Remarque A priori, le système bouclé pourrait rester à ce point d’équilibre d’instable et ne jamais
osciller. En pratique, les imperfections du montage (tension de décalage de l’AO, bruit de fond, ...)
assurent le démarrage des oscillations.

2.3 Le régime établi


A partir du moment où le démarrage des oscillations a eu lieu et que le gain de l’amplificateur reste le
même, les amplitudes des oscillations vont croitre jusqu’à l’apparition d’une non-linéarité, typiquement
une saturation de l’amplificateur. Il faut alors remettre en cause l’hypothèse de linéarité faite jusqu’à
présent, et une étude non-linéaire s’impose. On peut toutefois utiliser une approximation courante dans
l’étude des systèmes non linéaires, l’approximation du premier harmonique. 2

Stabilisation de l’amplitude Dans le cas de la non linéarité, la stabilisation de l’amplitude est de fait
automatique de par la présence de la saturation. Cependant, cette saturation a le mauvais goût de nuire
à la pureté spectrale, en introduisant des harmoniques.
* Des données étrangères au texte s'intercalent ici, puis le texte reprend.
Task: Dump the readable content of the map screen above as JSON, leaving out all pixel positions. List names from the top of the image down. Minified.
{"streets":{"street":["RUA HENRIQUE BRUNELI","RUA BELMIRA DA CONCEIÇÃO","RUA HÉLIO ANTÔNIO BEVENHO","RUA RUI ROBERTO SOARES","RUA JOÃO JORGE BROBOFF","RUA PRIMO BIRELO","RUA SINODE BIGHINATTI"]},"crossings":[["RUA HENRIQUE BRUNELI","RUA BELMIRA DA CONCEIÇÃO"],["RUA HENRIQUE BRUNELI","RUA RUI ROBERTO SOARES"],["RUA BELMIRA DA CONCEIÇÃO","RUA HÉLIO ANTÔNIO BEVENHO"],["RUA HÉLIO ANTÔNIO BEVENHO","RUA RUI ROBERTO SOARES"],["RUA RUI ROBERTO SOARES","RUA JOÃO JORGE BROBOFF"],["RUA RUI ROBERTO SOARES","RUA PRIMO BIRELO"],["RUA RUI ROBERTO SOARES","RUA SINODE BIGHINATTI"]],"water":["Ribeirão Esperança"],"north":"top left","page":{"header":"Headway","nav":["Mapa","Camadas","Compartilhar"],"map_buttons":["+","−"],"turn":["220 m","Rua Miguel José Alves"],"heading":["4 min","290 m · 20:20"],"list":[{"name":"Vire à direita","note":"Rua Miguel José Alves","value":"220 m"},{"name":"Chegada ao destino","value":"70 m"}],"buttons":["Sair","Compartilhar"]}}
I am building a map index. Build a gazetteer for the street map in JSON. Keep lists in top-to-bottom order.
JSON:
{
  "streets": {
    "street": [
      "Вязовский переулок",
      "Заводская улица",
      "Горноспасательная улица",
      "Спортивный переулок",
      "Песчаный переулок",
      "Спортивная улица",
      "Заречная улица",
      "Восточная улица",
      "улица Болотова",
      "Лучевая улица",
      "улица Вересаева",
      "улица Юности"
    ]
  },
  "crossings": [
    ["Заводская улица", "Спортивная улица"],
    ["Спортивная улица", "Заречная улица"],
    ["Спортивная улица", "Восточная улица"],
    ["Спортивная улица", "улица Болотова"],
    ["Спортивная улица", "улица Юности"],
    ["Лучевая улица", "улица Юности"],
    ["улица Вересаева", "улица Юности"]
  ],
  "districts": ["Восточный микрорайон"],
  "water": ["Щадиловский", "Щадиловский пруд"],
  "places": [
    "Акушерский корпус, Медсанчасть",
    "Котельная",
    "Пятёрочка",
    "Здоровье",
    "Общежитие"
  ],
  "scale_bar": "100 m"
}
Pour palier ce défaut, il est possible d’utiliser
une structure de contrôle automatique de gain, qui va en permanence adapter le gain de l’amplificateur
afin de maintenir l’amplitude désirée en sortie. Ce système permet alors de conserver le formalisme de
l’étude linéaire pour le régime établi.

3 Conclusion
Au travers de l’exemple du pont de Wien, nous avons abordé la démarche d’étude d’un oscillateur. Ce
montage, comme on l’a vu, présente des caractéristiques peu intéressantes en pratique : il y a une forte
distorsion du signal de sortie et la fréquence de sortie est peu stable. Ces deux phénomènes s’expliquent
principalement par le piètre facteur de qualité Q de la cellule de réaction. Ainsi, pour améliorer la
pureté spectrale, il faudra s’orienter vers des cellules composées uniquement de composants réactifs L
et C, qui permettront d’obtenir des valeurs Q plus élevées, voire l’utilisation de quartz pour des valeurs
de Q très grandes Q ∼ 10000

Références
[1] M ORE , C. Transmission de signaux : cours et exercices d’électronique. Technique & Documentation,
1999.

2. L’idée n’est pas ici de dérouler le calcul, mais plutôt d’expliquer avec les mains (et un schéma clair) le principe de la
méthode. On pourra représenter l’évolution des signaux en sortie de l’amplificateur et en sortie de la cellule de réaction.